**WORK ITEM**:
Copy all records verbatim.

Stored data

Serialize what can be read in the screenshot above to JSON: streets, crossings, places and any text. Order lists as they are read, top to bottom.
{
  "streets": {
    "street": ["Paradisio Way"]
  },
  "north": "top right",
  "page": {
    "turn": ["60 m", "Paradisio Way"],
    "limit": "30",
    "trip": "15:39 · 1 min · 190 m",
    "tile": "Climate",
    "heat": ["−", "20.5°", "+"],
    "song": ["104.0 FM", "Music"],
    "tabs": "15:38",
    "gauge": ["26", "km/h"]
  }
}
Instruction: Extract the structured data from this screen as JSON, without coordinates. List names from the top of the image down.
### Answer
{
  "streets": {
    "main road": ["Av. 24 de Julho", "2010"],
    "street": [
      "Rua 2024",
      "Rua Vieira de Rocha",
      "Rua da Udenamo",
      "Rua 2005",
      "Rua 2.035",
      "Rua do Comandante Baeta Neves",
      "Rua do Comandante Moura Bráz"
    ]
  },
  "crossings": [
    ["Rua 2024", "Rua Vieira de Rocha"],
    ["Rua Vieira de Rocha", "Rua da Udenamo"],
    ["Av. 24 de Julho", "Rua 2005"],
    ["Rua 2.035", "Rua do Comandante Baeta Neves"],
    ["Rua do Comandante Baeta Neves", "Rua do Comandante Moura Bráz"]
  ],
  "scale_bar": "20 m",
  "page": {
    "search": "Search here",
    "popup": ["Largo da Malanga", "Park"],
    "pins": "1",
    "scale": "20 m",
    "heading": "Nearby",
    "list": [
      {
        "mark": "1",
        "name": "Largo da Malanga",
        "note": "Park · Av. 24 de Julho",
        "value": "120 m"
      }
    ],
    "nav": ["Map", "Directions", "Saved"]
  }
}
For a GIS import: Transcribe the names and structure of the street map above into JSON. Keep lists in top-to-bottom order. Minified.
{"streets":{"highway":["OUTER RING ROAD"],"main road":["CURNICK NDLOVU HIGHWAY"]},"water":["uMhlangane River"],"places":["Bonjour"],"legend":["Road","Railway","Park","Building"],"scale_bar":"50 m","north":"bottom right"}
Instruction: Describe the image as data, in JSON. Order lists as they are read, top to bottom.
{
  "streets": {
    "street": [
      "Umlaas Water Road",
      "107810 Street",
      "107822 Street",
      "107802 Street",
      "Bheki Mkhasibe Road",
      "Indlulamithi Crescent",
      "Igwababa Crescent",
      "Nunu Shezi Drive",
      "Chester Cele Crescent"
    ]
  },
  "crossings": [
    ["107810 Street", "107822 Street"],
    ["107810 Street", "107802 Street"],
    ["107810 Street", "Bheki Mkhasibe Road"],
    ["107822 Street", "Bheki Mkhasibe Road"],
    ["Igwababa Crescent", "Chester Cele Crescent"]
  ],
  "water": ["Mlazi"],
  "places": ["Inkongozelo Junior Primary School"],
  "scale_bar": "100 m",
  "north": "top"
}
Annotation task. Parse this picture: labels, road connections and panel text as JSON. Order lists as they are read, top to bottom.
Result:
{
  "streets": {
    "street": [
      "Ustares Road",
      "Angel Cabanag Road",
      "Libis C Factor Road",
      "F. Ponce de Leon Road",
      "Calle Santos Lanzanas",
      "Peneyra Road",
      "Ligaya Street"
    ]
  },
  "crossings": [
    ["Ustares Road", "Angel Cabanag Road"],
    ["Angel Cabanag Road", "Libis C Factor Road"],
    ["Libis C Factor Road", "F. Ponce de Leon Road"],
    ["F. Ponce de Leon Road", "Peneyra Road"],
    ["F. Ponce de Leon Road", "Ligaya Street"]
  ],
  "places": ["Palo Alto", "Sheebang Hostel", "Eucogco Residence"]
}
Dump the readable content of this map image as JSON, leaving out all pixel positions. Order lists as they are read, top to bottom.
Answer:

**EXERCISE SOLUTION**:
Serialize what can be read in the screenshot above to JSON: streets, crossings, places and any text. Order lists as they are read, top to bottom.
{
  "streets": {
    "street": ["Paradisio Way"]
  },
  "north": "top right",
  "page": {
    "turn": ["60 m", "Paradisio Way"],
    "limit": "30",
    "trip": "15:39 · 1 min · 190 m",
    "tile": "Climate",
    "heat": ["−", "20.5°", "+"],
    "song": ["104.0 FM", "Music"],
    "tabs": "15:38",
    "gauge": ["26", "km/h"]
  }
}
Instruction: Extract the structured data from this screen as JSON, without coordinates. List names from the top of the image down.
### Answer
{
  "streets": {
    "main road": ["Av. 24 de Julho", "2010"],
    "street": [
      "Rua 2024",
      "Rua Vieira de Rocha",
      "Rua da Udenamo",
      "Rua 2005",
      "Rua 2.035",
      "Rua do Comandante Baeta Neves",
      "Rua do Comandante Moura Bráz"
    ]
  },
  "crossings": [
    ["Rua 2024", "Rua Vieira de Rocha"],
    ["Rua Vieira de Rocha", "Rua da Udenamo"],
    ["Av. 24 de Julho", "Rua 2005"],
    ["Rua 2.035", "Rua do Comandante Baeta Neves"],
    ["Rua do Comandante Baeta Neves", "Rua do Comandante Moura Bráz"]
  ],
  "scale_bar": "20 m",
  "page": {
    "search": "Search here",
    "popup": ["Largo da Malanga", "Park"],
    "pins": "1",
    "scale": "20 m",
    "heading": "Nearby",
    "list": [
      {
        "mark": "1",
        "name": "Largo da Malanga",
        "note": "Park · Av. 24 de Julho",
        "value": "120 m"
      }
    ],
    "nav": ["Map", "Directions", "Saved"]
  }
}
For a GIS import: Transcribe the names and structure of the street map above into JSON. Keep lists in top-to-bottom order. Minified.
{"streets":{"highway":["OUTER RING ROAD"],"main road":["CURNICK NDLOVU HIGHWAY"]},"water":["uMhlangane River"],"places":["Bonjour"],"legend":["Road","Railway","Park","Building"],"scale_bar":"50 m","north":"bottom right"}
Instruction: Describe the image as data, in JSON. Order lists as they are read, top to bottom.
{
  "streets": {
    "street": [
      "Umlaas Water Road",
      "107810 Street",
      "107822 Street",
      "107802 Street",
      "Bheki Mkhasibe Road",
      "Indlulamithi Crescent",
      "Igwababa Crescent",
      "Nunu Shezi Drive",
      "Chester Cele Crescent"
    ]
  },
  "crossings": [
    ["107810 Street", "107822 Street"],
    ["107810 Street", "107802 Street"],
    ["107810 Street", "Bheki Mkhasibe Road"],
    ["107822 Street", "Bheki Mkhasibe Road"],
    ["Igwababa Crescent", "Chester Cele Crescent"]
  ],
  "water": ["Mlazi"],
  "places": ["Inkongozelo Junior Primary School"],
  "scale_bar": "100 m",
  "north": "top"
}
Annotation task. Parse this picture: labels, road connections and panel text as JSON. Order lists as they are read, top to bottom.
Result:
{
  "streets": {
    "street": [
      "Ustares Road",
      "Angel Cabanag Road",
      "Libis C Factor Road",
      "F. Ponce de Leon Road",
      "Calle Santos Lanzanas",
      "Peneyra Road",
      "Ligaya Street"
    ]
  },
  "crossings": [
    ["Ustares Road", "Angel Cabanag Road"],
    ["Angel Cabanag Road", "Libis C Factor Road"],
    ["Libis C Factor Road", "F. Ponce de Leon Road"],
    ["F. Ponce de Leon Road", "Peneyra Road"],
    ["F. Ponce de Leon Road", "Ligaya Street"]
  ],
  "places": ["Palo Alto", "Sheebang Hostel", "Eucogco Residence"]
}
Dump the readable content of this map image as JSON, leaving out all pixel positions. Order lists as they are read, top to bottom.
Answer:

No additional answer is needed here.